Essayons de voir rapidement quelques exemples de représentations de "monstres" (définis comme des êtres qui ont commis des actes humainement indéfendables) dans les films de 2023. Je précise tout de suite qu'au cours de l'année j'ai lu Le Consentement de Vanessa Springora, sans savoir qu'une adaptation cinématographique allait sortir quelques mois plus tard. J'ai tellement été touché par le soin avec lequel Vanessa Springora choisissait ses mots que je pensais que le livre était inadaptable. Il l'a pourtant été, et elle a collaboré au projet. Le film a eu un très bon bouche à oreilles dans les réseaux sociaux de jeunes, et a touché un public qui n'avait pas forcément lu le livre. Si le but était d'élargir la cible, c'est réussi. Mais pour ma part je m'en tiendrai au principe éthique de ne pas porter de jugement sur les films que je n'ai pas vus...

Le titre international de L'Innocence de Hirokazu Kore-Eda est Monster, qui découle du titre original Kaibutsu qu'on pourrait traduire effectivement par monstre, sauf que dans la langue japonaise le terme pourrait désigner selon les érudits davantage qu'une personne physique. Sans dévoiler ce dont il est question dans le film, disons, pour reprendre la distinction terminologique du point précédent, que plusieurs hypothèses successives s'offrent à nous, qui peuvent aller du manquement éthique à l'excès d'ordre moral...

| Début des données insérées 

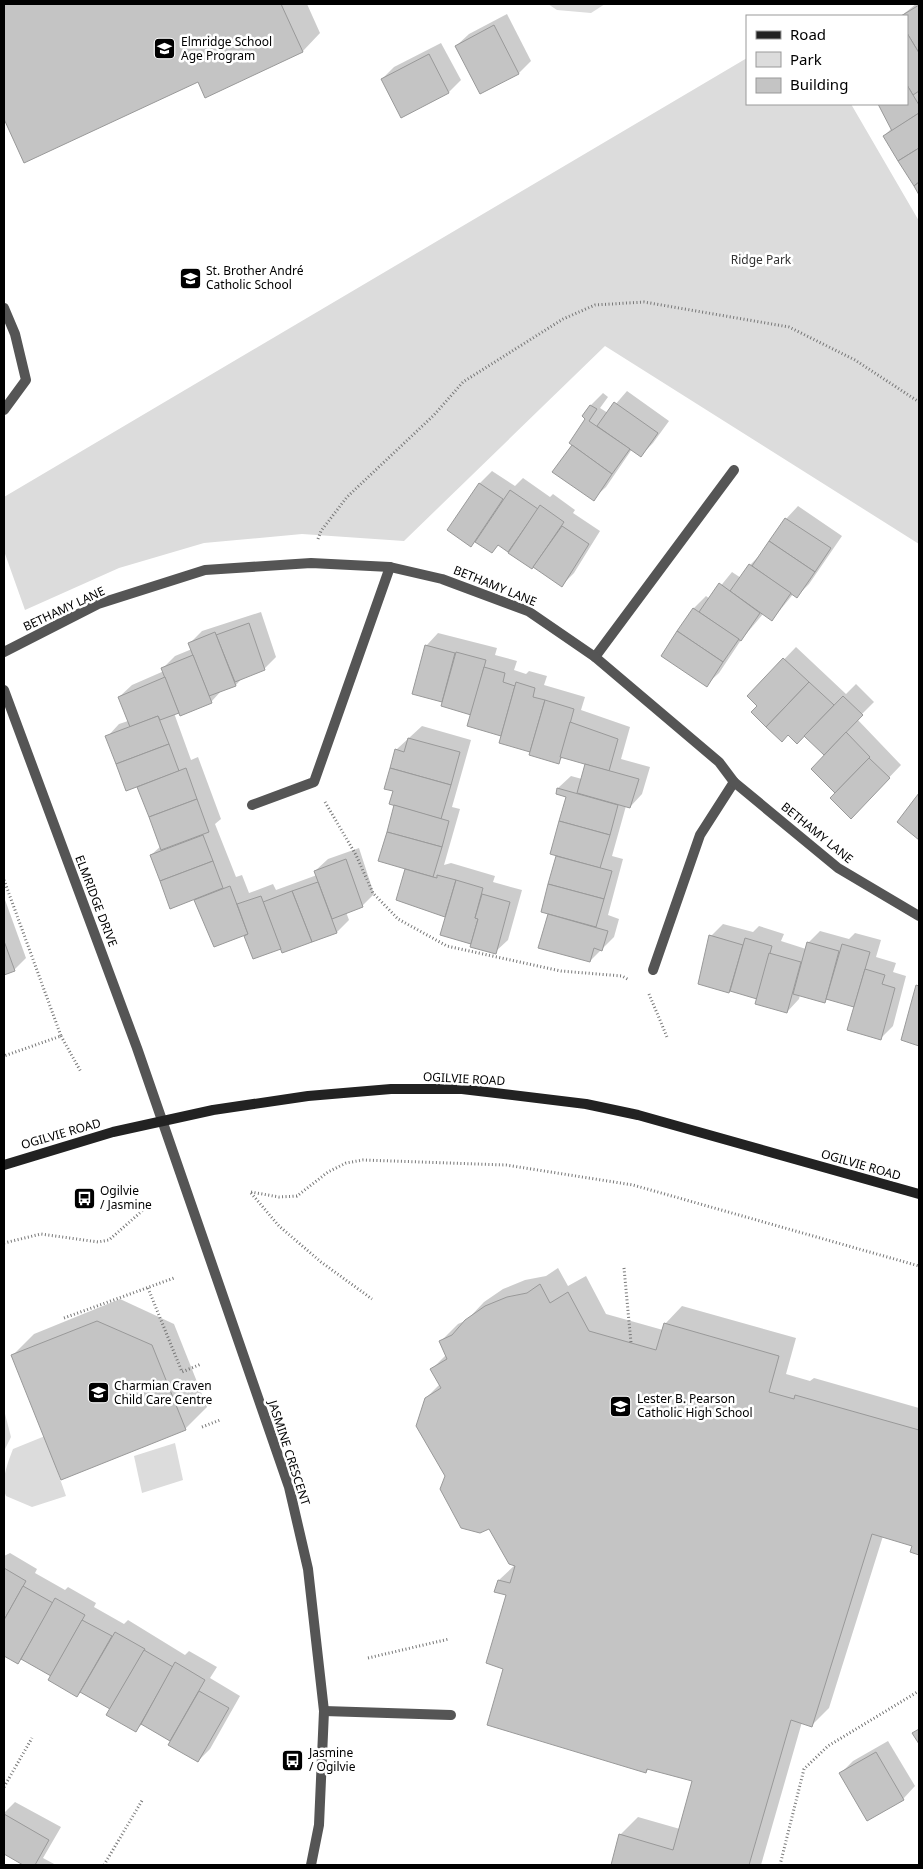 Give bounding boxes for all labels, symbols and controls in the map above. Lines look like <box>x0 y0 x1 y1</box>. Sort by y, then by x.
legend <box>746 15 908 105</box>
text: Road <box>790 24 826 44</box>
place label: Elmridge School Age Program <box>181 33 272 64</box>
school or university icon: Elmridge School Age Program <box>153 37 177 61</box>
text: Park <box>790 49 822 69</box>
text: Building <box>790 74 848 94</box>
park label: Ridge Park <box>731 251 792 268</box>
place label: St. Brother André Catholic School <box>206 262 304 293</box>
school or university icon: St. Brother André Catholic School <box>178 266 202 290</box>
street label: BETHAMY LANE <box>451 561 539 610</box>
street label: BETHAMY LANE <box>20 582 107 635</box>
street label: BETHAMY LANE <box>778 798 857 867</box>
street label: ELMRIDGE DRIVE <box>71 853 122 949</box>
street label: OGILVIE ROAD <box>422 1068 506 1089</box>
street label: OGILVIE ROAD <box>19 1114 103 1153</box>
street label: OGILVIE ROAD <box>819 1145 903 1184</box>
place label: Ogilvie / Jasmine <box>100 1182 152 1213</box>
bus stop icon: Ogilvie / Jasmine <box>72 1186 96 1210</box>
place label: Charmian Craven Child Care Centre <box>114 1377 212 1408</box>
school or university icon: Charmian Craven Child Care Centre <box>86 1381 110 1405</box>
place label: Lester B. Pearson Catholic High School <box>637 1390 753 1421</box>
school or university icon: Lester B. Pearson Catholic High School <box>609 1394 633 1418</box>
street label: JASMINE CRESCENT <box>264 1397 315 1508</box>
place label: Jasmine / Ogilvie <box>308 1744 356 1775</box>
bus stop icon: Jasmine / Ogilvie <box>281 1748 305 1772</box>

Je passe sur Anatomie d'une chute, puisque rien ne permet d'affirmer que pour la cinéaste l'accusée est coupable. Elle donne des éléments qui pourraient expliquer son éventuel geste, mais aussi des expertises disculpantes.

Cela se complique avec Les Herbes sèches de Nuri Bilge Ceylan. La mise en scène et le montage sont faits de telle sorte qu'on n'est pas sûr de la véracité des accusations portées contre le professeur. Il est possible que pour celui-ci la frontière soit si mince qu'il ne sait peut-être pas lui même si ces accusations sont justifiées, alors que pour la victime supposée l'écart est au contraire abyssal.

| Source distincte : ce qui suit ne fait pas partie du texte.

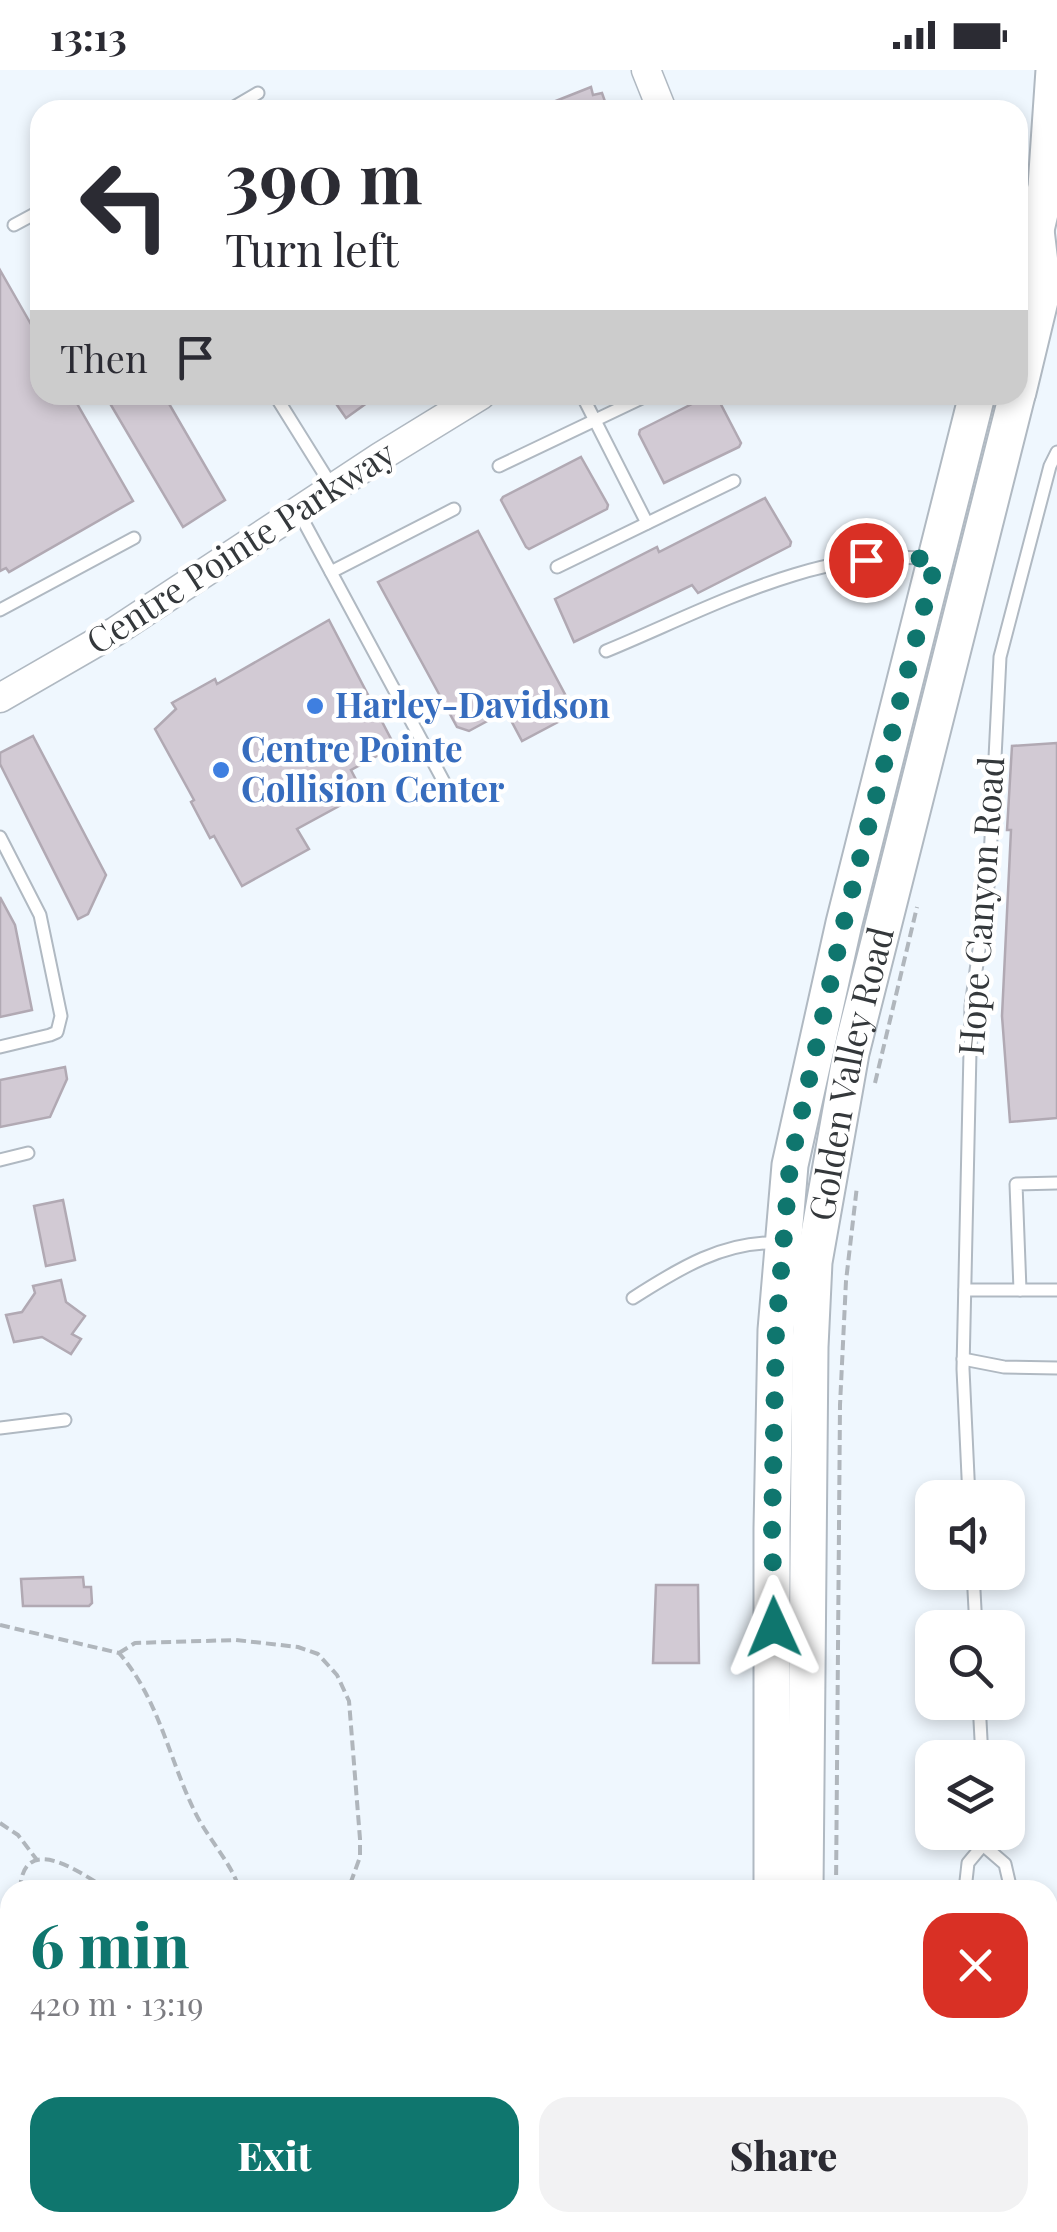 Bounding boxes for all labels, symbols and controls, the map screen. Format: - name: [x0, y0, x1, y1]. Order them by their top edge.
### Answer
- text: 13:13: [50, 10, 127, 61]
- text: 390 m: [225, 128, 423, 222]
- icon: left: [60, 140, 190, 270]
- text: Turn left: [225, 218, 399, 278]
- icon: arrive: [168, 330, 223, 385]
- text: Then: [60, 332, 148, 383]
- street label: Centre Pointe Parkway: [76, 428, 403, 663]
- pin: [824, 518, 909, 603]
- icon: arrive: [839, 533, 894, 588]
- place label: Harley-Davidson: [335, 680, 610, 727]
- marker: Harley-Davidson: [304, 695, 326, 717]
- place label: Centre Pointe Collision Center: [241, 724, 505, 811]
- street label: Hope Canyon Road: [946, 755, 1013, 1057]
- marker: Centre Pointe Collision Center: [210, 759, 232, 781]
- street label: Golden Valley Road: [796, 921, 903, 1224]
- map controls: [915, 1480, 1025, 1850]
- button: sound: [915, 1480, 1025, 1590]
- position arrow: [722, 1575, 826, 1679]
- button: search: [915, 1610, 1025, 1720]
- button: layers: [915, 1740, 1025, 1850]
- text: 6 min: [30, 1903, 189, 1983]
- button: close: [923, 1913, 1028, 2018]
- text: 420 m · 13:19: [30, 1981, 203, 2024]
- button: Exit: [30, 2097, 519, 2212]
- button: Share: [539, 2097, 1028, 2212] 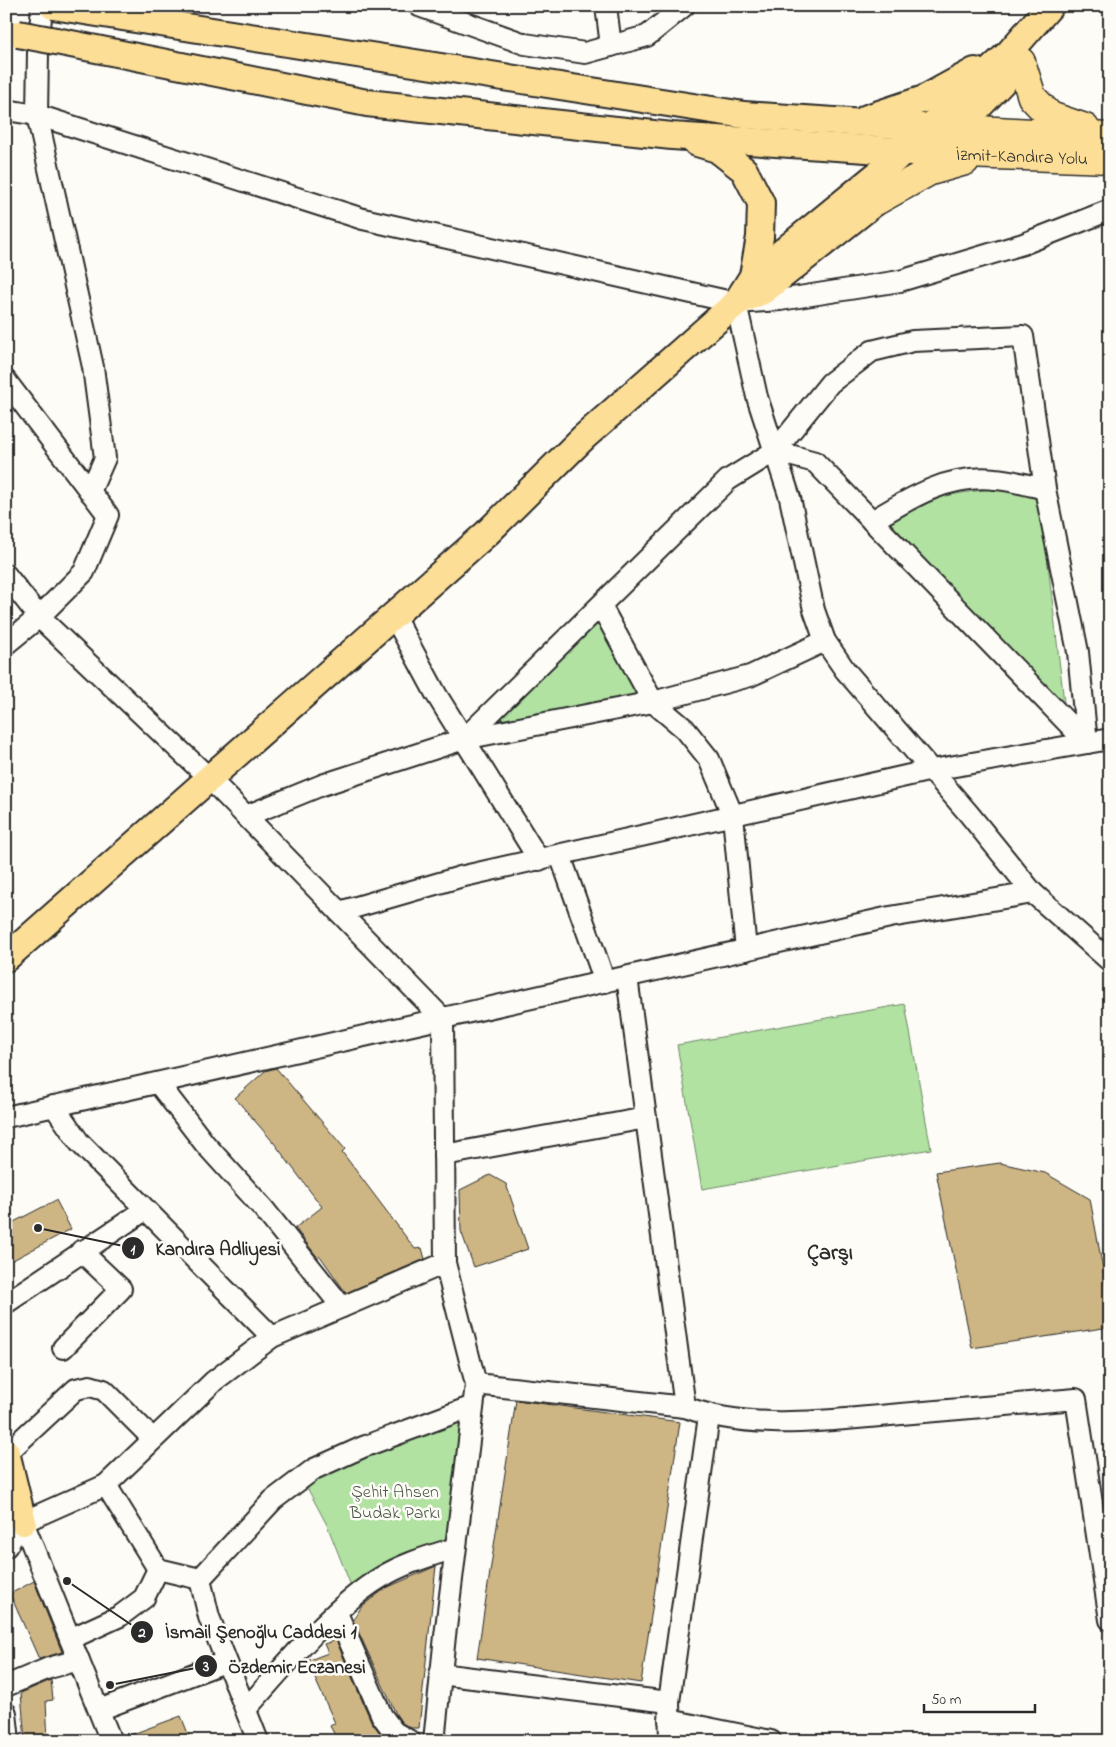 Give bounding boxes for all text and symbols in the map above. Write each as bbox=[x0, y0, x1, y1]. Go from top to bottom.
street label: İzmit-Kandıra Yolu bbox=[955, 143, 1088, 173]
callout: Kandıra Adliyesi bbox=[121, 1231, 291, 1265]
text: Kandıra Adliyesi bbox=[155, 1237, 281, 1266]
district label: Çarşı bbox=[807, 1238, 853, 1270]
text: 1 bbox=[131, 1239, 136, 1261]
park label: Şehit Ahsen Budak Parkı bbox=[349, 1480, 440, 1527]
callout: İsmail Şenoğlu Caddesi 1 bbox=[130, 1615, 366, 1649]
text: İsmail Şenoğlu Caddesi 1 bbox=[165, 1620, 357, 1649]
text: 2 bbox=[137, 1622, 146, 1644]
callout: Özdemir Eczanesi bbox=[193, 1649, 376, 1683]
text: Özdemir Eczanesi bbox=[228, 1655, 366, 1682]
text: 3 bbox=[202, 1656, 209, 1678]
scale bar bbox=[924, 1682, 1035, 1714]
text: 50 m bbox=[931, 1689, 962, 1711]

Cette dissymétrie est presque inverse dans Dalva d'Emmanuelle Nicot, peut-être le meilleur premier long métrage de l'année. Dalva, 12 ans, est soudainement extirpée du domicile de son père, qui est soupçonné d'abuser d'elle. C'est elle qui n'arrive pas à comprendre ce qui lui arrive, alors que son père réalise bien avant elle que ce qu'ils faisaient n'était pas normal. Il fallait toute la subtilité de Jean-Louis Coulloch, acteur rare mais capable d'infinies nuances, pour l'interpréter.

Les monstres ne l'ont pas forcément toujours été, et ils ne sont pas uniquement des monstres (comme le montre également la mini-série Sambre, encore accessible sur france.tv, même si ce n'est pas le seul aspect intéressant de l'oeuvre, loin s'en faut). Est-cela qu'avait voulu suggérer Albert Jacquard ?
En tout cas, dans ces quelques exemples cinématographiques de 2023, pas de fascination morbide, pas de charisme malsain.
Les monstres ne sont pas (plus ?) sacrés.

9. L'art comme travail

Dans cette sélection de 2023, les films ont montré l'activité artistique comme un travail, et non comme l'oeuvre de génies intouchables et au-dessus du commun des mortels. Conséquence de cette première grille de lecture : les artistes sont montré(e)s comme des travailleurs/euses...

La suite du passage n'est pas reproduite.